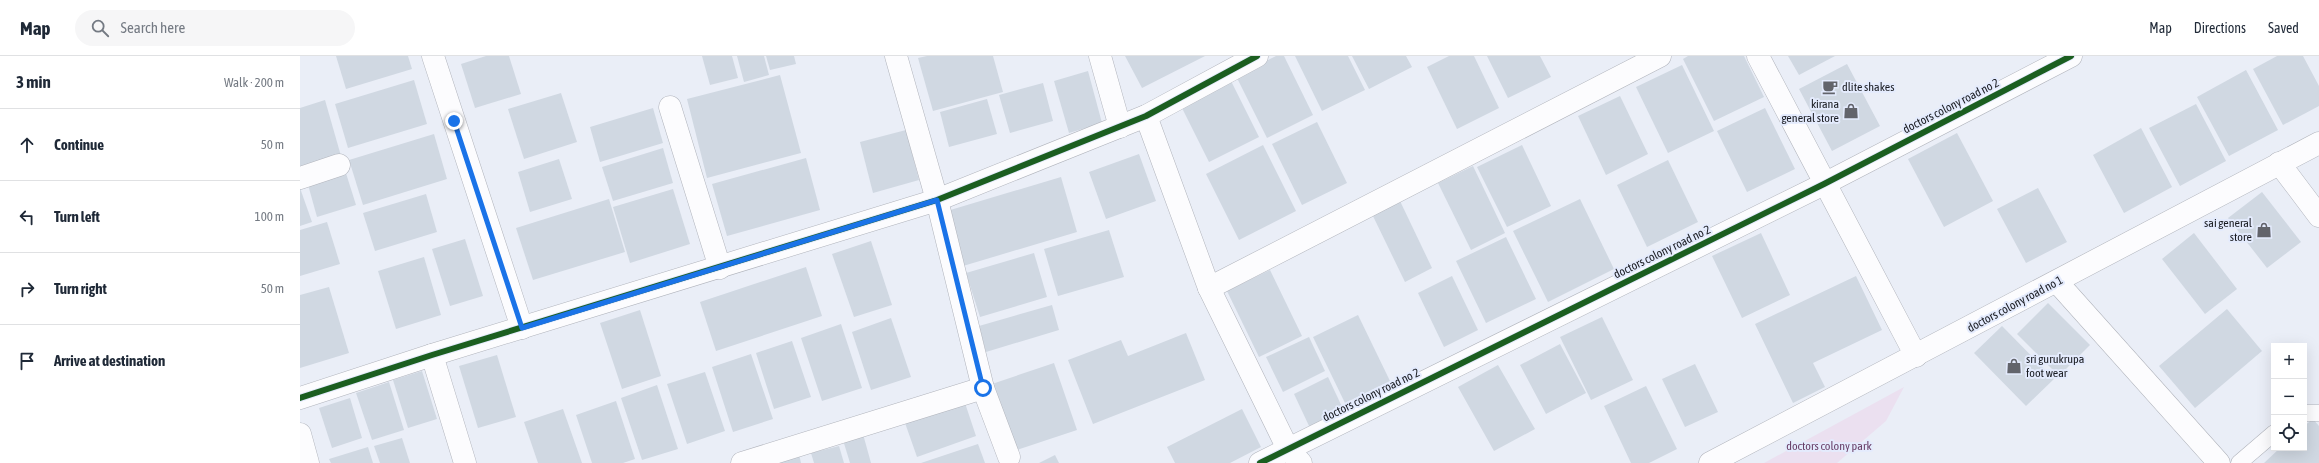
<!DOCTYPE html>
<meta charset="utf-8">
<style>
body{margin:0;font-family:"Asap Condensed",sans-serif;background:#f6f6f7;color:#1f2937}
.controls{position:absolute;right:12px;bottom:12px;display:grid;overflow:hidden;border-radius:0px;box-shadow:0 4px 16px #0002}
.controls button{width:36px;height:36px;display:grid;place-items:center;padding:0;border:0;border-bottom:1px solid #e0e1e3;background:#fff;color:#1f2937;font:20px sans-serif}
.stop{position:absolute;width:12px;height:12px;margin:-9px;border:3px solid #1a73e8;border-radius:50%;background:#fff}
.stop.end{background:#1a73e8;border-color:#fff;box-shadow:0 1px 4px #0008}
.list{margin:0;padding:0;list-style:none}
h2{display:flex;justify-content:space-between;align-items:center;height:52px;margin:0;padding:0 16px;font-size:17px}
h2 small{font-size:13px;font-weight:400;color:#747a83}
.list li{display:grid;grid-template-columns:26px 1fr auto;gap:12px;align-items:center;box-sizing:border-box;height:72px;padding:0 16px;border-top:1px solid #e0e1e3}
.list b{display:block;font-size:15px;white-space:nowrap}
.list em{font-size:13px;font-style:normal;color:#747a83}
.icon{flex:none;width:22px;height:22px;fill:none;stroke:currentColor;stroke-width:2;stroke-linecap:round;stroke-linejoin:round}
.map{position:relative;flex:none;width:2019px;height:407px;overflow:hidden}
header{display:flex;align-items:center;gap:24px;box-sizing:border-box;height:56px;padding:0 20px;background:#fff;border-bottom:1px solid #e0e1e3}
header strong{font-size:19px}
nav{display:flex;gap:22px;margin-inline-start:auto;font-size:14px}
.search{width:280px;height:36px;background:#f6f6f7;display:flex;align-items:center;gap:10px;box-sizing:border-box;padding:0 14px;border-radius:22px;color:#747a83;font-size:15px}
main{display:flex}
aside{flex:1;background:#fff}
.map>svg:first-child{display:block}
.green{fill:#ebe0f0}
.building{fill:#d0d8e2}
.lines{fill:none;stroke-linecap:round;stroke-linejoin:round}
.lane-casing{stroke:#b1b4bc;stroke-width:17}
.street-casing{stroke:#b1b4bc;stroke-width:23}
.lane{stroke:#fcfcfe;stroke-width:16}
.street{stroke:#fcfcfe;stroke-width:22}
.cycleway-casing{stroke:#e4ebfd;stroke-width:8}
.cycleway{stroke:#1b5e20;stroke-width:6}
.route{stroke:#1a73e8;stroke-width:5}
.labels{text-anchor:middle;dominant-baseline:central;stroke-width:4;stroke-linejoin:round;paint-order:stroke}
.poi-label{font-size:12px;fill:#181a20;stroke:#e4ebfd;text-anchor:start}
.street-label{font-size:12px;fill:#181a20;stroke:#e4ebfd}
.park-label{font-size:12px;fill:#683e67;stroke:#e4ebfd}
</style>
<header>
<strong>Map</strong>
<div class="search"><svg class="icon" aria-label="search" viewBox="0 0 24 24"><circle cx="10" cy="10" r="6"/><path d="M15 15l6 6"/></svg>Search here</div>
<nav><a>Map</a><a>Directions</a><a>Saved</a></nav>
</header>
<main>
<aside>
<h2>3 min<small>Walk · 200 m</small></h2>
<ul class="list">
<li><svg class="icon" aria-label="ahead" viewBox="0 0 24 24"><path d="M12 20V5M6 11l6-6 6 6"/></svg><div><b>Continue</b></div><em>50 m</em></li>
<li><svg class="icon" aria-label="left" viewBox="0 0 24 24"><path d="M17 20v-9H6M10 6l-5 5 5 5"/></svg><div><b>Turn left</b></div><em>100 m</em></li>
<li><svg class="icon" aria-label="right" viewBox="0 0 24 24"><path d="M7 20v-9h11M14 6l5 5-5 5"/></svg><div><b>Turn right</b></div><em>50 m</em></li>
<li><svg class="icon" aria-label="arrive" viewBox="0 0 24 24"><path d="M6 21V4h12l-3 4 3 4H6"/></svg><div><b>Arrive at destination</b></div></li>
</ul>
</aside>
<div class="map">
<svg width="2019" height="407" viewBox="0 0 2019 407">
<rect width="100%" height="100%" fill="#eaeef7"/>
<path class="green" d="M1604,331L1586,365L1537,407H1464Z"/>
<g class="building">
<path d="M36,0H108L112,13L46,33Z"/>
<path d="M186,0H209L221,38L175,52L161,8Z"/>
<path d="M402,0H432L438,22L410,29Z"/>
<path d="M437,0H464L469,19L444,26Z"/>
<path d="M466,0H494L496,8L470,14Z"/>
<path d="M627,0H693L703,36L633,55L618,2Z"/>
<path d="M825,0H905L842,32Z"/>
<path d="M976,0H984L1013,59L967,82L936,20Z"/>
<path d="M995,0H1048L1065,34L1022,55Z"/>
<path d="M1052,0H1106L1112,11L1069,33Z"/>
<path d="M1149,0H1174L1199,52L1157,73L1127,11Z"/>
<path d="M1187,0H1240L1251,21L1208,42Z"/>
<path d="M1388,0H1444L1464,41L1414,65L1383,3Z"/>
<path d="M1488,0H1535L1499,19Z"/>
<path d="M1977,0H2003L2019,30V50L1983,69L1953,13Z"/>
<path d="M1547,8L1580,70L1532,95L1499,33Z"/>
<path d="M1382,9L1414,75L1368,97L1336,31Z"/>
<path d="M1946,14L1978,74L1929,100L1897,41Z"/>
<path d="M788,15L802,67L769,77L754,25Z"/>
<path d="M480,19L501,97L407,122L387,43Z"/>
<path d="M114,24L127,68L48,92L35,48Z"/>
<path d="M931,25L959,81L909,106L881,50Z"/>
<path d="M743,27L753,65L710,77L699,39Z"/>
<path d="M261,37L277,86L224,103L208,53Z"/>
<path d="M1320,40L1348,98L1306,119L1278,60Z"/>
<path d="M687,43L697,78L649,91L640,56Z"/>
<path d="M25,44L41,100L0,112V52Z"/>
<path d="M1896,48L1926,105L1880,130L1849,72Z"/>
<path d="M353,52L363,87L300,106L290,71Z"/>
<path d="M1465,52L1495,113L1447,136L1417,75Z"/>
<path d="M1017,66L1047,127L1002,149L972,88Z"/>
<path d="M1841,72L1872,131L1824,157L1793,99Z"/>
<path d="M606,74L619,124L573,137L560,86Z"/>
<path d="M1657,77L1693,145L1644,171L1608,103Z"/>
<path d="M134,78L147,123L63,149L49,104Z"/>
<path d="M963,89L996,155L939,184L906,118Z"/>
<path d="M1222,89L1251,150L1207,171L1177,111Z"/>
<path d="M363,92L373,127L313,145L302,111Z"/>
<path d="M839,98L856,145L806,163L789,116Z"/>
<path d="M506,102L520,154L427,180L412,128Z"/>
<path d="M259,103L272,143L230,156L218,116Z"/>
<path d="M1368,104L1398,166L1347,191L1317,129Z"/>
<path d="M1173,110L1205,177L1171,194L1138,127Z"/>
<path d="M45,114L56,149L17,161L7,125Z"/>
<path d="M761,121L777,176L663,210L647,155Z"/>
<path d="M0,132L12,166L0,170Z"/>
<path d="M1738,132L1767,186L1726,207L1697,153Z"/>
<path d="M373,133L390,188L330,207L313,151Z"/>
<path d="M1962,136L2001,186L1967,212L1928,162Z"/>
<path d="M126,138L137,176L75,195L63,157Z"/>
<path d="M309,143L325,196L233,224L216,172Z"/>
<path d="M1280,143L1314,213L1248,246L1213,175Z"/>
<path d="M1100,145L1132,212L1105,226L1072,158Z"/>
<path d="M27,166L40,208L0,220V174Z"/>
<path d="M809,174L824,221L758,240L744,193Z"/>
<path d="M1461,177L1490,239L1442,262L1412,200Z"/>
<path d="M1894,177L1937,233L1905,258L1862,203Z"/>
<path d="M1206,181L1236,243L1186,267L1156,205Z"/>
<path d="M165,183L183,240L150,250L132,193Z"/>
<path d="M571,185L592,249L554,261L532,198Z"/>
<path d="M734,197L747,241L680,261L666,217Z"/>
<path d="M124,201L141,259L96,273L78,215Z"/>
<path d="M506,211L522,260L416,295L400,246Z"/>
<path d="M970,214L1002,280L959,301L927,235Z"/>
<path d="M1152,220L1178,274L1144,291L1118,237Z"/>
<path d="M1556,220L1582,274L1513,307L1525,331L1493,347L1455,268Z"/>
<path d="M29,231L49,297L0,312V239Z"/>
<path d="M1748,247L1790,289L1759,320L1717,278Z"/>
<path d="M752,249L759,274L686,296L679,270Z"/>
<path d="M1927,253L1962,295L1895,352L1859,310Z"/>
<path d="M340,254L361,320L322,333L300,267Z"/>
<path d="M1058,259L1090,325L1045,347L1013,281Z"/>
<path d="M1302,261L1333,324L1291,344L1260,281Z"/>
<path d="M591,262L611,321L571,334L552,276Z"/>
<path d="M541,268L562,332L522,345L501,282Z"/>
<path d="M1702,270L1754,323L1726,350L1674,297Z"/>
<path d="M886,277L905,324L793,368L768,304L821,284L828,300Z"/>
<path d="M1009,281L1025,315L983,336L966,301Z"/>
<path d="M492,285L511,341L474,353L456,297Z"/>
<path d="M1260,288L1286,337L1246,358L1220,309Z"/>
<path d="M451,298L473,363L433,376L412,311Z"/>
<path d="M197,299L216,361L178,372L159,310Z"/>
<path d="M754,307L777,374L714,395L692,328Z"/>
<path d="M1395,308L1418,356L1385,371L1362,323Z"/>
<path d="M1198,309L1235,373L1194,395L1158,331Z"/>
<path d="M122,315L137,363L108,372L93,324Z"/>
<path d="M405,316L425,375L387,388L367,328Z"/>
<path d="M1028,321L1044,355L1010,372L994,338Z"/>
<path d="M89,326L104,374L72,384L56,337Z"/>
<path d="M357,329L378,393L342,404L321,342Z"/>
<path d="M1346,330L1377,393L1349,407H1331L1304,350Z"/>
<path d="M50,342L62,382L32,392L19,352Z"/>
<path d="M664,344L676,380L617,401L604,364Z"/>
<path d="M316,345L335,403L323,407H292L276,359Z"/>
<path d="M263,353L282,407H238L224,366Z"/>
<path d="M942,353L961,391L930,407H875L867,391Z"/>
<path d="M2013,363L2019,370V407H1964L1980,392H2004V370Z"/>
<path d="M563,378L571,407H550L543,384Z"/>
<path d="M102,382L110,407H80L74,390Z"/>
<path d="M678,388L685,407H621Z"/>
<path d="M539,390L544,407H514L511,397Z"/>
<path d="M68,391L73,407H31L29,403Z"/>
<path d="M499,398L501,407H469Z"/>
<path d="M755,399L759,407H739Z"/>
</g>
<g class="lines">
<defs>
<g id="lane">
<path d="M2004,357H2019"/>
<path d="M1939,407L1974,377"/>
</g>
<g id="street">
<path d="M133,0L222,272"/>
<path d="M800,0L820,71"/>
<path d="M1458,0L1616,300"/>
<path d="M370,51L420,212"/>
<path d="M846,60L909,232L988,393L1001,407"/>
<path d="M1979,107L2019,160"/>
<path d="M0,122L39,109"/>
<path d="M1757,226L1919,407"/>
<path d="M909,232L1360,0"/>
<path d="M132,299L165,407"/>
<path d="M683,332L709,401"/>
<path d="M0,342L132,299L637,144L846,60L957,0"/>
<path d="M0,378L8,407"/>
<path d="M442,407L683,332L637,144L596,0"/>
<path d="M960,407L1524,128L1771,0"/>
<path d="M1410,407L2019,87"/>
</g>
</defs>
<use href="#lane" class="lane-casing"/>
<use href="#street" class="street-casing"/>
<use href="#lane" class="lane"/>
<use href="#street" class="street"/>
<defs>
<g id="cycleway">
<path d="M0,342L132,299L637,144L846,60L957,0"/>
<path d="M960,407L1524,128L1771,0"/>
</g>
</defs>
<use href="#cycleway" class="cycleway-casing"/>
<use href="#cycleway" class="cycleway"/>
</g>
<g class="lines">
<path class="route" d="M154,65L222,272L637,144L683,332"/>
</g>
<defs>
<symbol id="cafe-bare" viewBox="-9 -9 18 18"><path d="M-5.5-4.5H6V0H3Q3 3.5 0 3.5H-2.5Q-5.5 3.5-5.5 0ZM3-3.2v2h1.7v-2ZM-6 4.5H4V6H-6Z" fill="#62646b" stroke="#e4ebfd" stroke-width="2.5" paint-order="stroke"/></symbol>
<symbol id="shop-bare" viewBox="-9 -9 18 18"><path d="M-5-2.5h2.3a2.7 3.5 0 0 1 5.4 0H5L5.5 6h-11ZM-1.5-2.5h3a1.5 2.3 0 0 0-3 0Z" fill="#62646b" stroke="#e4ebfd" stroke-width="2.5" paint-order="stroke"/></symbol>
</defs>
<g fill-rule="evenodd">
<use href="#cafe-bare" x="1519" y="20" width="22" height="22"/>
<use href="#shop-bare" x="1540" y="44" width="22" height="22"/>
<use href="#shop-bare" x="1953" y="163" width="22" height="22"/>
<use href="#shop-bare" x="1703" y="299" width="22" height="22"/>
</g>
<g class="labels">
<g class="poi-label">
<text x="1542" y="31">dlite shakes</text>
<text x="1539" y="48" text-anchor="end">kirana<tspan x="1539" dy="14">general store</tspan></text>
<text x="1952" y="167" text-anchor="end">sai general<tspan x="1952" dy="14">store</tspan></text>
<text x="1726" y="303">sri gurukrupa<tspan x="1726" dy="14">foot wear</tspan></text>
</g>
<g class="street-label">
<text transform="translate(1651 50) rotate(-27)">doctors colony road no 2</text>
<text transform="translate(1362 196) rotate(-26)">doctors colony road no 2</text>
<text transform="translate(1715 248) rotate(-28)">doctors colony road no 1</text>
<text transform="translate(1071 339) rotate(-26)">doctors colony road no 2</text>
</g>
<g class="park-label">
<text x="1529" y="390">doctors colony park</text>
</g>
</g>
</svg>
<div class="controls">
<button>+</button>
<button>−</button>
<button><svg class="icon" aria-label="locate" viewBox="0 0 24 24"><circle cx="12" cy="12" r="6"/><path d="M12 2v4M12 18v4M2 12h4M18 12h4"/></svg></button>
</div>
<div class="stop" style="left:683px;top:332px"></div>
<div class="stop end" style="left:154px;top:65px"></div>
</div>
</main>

* To do *
Review the entries above and return every line where "linecap" appears.

* Solved problem *
.icon{flex:none;width:22px;height:22px;fill:none;stroke:currentColor;stroke-width:2;stroke-linecap:round;stroke-linejoin:round}
.lines{fill:none;stroke-linecap:round;stroke-linejoin:round}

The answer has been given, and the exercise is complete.